1. Carry on Luggage Problem Several popular models of carry-on luggage have a length 10 in. greater than their depth. To comply with airline regulations, the sum of the length, width, and depth, may not exceed 45 inches. Make a sketch, label, and write down anything that seems important in the top left square.

2. As a passenger, what do you want to know? What color is the luggage? How much did it cost? What size will fit the most stuff? Will my hair dryer fit in? What is the longest golf club I can put in?

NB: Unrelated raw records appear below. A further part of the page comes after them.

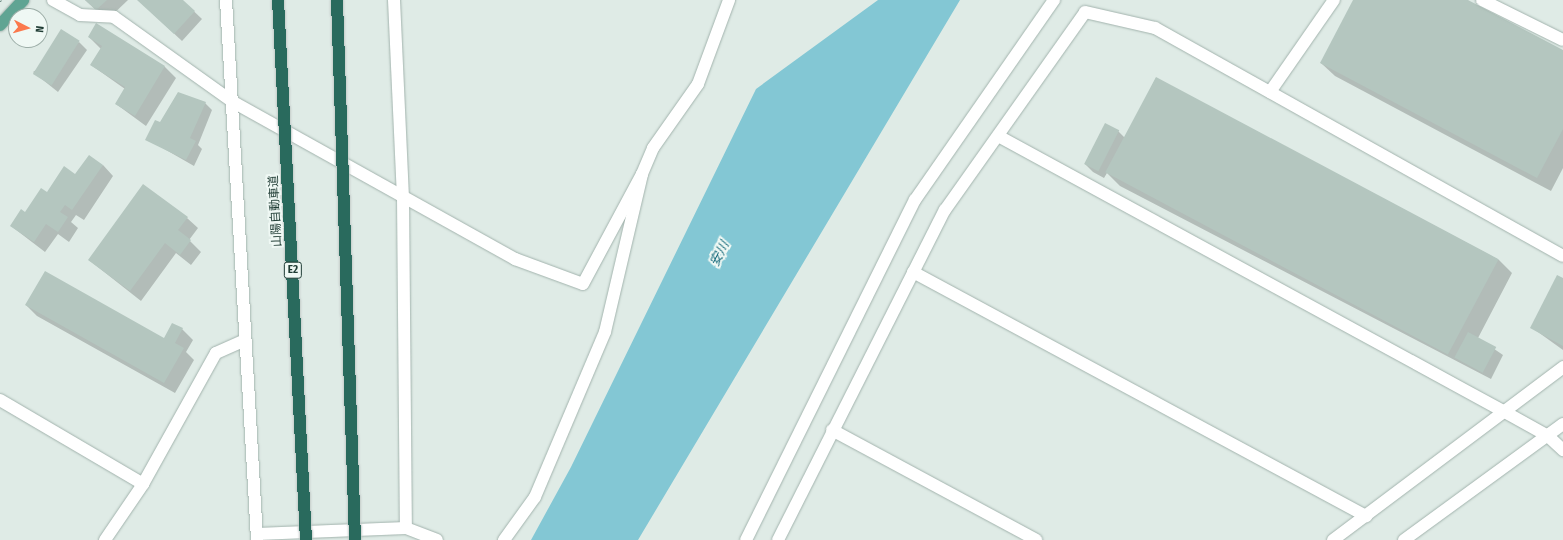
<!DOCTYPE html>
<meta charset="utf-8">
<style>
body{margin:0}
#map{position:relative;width:1563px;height:540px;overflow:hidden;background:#dfebe6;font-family:"Fira Sans Condensed","Noto Sans JP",sans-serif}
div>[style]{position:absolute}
.water>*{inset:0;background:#83c7d4}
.shadow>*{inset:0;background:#0003}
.building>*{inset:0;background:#b4c6bf;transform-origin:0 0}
.roads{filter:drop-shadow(0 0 1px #a2b3ad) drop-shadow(0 0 1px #a2b3ad)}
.minor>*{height:12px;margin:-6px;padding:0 6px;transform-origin:6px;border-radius:6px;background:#fff}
.major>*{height:12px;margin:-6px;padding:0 6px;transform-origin:6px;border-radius:6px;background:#60a493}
.tram>*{height:1px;margin:-0.5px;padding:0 0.5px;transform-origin:0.5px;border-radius:0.5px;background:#597870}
.bridges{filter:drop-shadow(0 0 1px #c0c8c6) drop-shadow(0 0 1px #c0c8c6)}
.highway-bridge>*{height:12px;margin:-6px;padding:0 6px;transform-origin:6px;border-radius:6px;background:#296a5d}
span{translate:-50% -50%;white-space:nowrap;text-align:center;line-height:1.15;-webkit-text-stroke:4px #eff8f4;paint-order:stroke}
.shield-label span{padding:1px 3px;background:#eff8f4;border:1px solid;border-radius:3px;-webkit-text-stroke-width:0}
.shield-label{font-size:11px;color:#1f3c34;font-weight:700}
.street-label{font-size:12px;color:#1f3c34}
.water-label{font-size:13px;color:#166a7b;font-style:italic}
.north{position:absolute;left:8px;top:8px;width:40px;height:40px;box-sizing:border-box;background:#eff8f4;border:1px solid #9cada7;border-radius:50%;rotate:96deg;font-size:11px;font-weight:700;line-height:16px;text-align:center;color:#1f3c34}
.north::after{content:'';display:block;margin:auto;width:14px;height:18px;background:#fb794d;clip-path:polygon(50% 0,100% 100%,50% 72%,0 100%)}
</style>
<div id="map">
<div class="water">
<i style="clip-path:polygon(878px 0,960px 0,638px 540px,531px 540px,571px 467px,756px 89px)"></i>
</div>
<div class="shadow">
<i style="clip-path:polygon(85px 0,128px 0,107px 20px)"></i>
<i style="clip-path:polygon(138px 0,182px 0,202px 19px,182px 41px)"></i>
<i style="clip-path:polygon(1355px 0,1466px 0,1563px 51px,1563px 168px,1551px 191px,1335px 76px,1321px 63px)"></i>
<i style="clip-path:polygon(96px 25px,165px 67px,176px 78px,146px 126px,116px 104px,125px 89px,91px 65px,101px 49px,89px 37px)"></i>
<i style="clip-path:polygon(79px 42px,87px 50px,58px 92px,33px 72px)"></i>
<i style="clip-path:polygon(1156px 78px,1499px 260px,1512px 273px,1478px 338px,1503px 355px,1491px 379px,1120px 186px,1107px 173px,1104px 178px,1093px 172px,1085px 164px,1118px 131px,1125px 138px)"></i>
<i style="clip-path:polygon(205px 103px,212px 110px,198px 145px,202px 149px,194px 166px,147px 139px,161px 123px)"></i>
<i style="clip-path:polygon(103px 165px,113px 176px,84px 220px,76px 215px,71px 222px,78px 228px,69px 242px,58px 234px,45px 252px,11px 226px,47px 193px,76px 176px)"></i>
<i style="clip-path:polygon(187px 218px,198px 228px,189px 240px,201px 252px,191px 265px,176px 253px,141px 301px,89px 260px)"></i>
<i style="clip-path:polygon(1563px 279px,1563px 350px,1531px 327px)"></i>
<i style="clip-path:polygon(26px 305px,164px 339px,182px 329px,193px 340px,186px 352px,194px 360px,175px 393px,37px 316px)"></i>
</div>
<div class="building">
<i style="clip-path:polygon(85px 0,107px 0,96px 10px)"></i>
<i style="clip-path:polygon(137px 0,183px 0,195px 11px,174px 34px)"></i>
<i style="clip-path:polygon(1353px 0,1468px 0,1563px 50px,1563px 129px,1537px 178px,1320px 63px)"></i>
<i style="clip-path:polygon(96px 23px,165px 66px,135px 116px,115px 104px,125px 87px,90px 65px,102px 46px,88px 37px)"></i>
<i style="left:61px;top:29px;width:22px;height:53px;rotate:32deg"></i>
<i style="left:1156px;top:77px;width:388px;height:108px;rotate:28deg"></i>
<i style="clip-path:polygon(178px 92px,206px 102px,190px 138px,196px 141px,186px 160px,145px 140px,155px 120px,160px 122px)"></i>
<i style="left:1105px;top:123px;width:16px;height:46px;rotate:27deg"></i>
<i style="clip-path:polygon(89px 155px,103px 165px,72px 210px,65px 205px,60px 212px,68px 217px,58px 232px,46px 224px,34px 242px,10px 226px,21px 209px,25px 212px,41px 188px,47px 192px,64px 166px,75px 174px)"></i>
<i style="clip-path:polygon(143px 184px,188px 217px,178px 230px,191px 240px,180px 255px,165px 243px,130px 291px,88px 260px)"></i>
<i style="clip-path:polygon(45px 271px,164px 338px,172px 323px,183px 328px,175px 343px,184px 348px,164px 383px,25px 305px)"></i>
<i style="clip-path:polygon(1557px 275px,1563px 278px,1563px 346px,1530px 328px)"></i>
<i style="left:1468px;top:332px;width:32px;height:29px;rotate:28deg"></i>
</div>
<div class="roads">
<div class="minor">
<i style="left:53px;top:0;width:31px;rotate:29deg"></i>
<i style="left:80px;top:15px;width:34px;rotate:3deg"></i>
<i style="left:114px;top:17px;width:146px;rotate:35.5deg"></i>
<i style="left:233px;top:102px;width:323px;rotate:29.1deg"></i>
<i style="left:515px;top:259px;width:72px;rotate:20.2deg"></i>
<i style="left:583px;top:284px;width:125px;rotate:-61.8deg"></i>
<i style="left:226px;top:0;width:541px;rotate:86.71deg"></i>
<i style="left:394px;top:0;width:197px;rotate:87.4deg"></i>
<i style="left:403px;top:197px;width:331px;rotate:89.5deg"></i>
<i style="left:1482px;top:0;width:90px;rotate:26.3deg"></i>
<i style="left:1270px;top:92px;width:112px;rotate:-55.2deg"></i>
<i style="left:1000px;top:137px;width:573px;rotate:28.58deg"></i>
<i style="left:1503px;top:411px;width:51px;rotate:29.1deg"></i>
<i style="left:1548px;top:436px;width:21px;rotate:43deg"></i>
<i style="left:913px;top:272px;width:515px;rotate:28.31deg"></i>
<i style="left:0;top:400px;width:166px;rotate:30.4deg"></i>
<i style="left:832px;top:430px;width:232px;rotate:28.3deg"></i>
<i style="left:257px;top:534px;width:149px;rotate:-2.3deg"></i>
<i style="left:406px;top:528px;width:33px;rotate:21deg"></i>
<i style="left:105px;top:540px;width:68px;rotate:-55.8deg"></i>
<i style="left:143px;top:484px;width:150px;rotate:-60.9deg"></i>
<i style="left:216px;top:353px;width:32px;rotate:-24deg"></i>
<i style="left:504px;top:540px;width:53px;rotate:-54.2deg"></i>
<i style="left:535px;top:497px;width:179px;rotate:-67deg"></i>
<i style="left:605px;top:332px;width:162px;rotate:-76.8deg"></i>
<i style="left:642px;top:174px;width:28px;rotate:-67deg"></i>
<i style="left:653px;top:148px;width:78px;rotate:-54.9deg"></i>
<i style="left:698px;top:84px;width:90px;rotate:-69.7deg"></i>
<i style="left:746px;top:540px;width:380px;rotate:-63.6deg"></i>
<i style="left:915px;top:200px;width:244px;rotate:-55.2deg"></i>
<i style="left:778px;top:540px;width:370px;rotate:-63.2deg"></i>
<i style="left:945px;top:210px;width:242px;rotate:-54.7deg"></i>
<i style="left:1085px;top:12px;width:72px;rotate:12.9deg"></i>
<i style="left:1155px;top:28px;width:467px;rotate:29.2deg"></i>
<i style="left:1333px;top:540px;width:288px;rotate:-36.9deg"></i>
<i style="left:1404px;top:540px;width:197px;rotate:-36.1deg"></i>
</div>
<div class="major">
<i style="left:0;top:25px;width:34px;rotate:-47deg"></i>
</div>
</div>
<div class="tram">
<i style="left:0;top:1px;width:1px;rotate:-45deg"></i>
</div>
<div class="bridges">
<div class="highway-bridge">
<i style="left:278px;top:0;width:541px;rotate:87.03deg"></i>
<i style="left:337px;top:0;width:540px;rotate:88.09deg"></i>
</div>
</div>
<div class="shield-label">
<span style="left:293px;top:270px">E2</span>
</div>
<div class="street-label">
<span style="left:276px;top:211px;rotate:-93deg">山陽自動車道</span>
</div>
<div class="water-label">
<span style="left:720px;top:254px;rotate:-63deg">安川</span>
</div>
<div class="north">N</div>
</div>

3. 1.Find 5 different dimension options that meet the dimension requirements and compute the volume for each. Organize the data in a table and show how all requirements are met. 2.Generate a function equation for Volume in one variable that will also capture the information from your table. Express it in factored form and in standard form. What does your input variable stand for? 3.Predict what you think the graph of the Volume function will look like and make a sketch. Justify your thinking. Be ready to explain how you know your sketch is reasonable in terms of your table, realistic domain, intercepts, range, other behavior.

4. 4.With the tools that you have, find solutions to the questions we generated or write down what you still need to know. Support your thinking. Extension: Some airlines have a carry on luggage tester bin. It has width 9” and length 22”, but the height is open. With these additional conditions what are the dimensions for baggage with the largest volume?

5. Exit Task On back of your paper please respond to: 1.We found a maximum value to solve the problem, but the volume function appears to take on even higher values. What’s an example of an x value that gives one of these higher y values? 2.Why aren’t we considering these higher y values?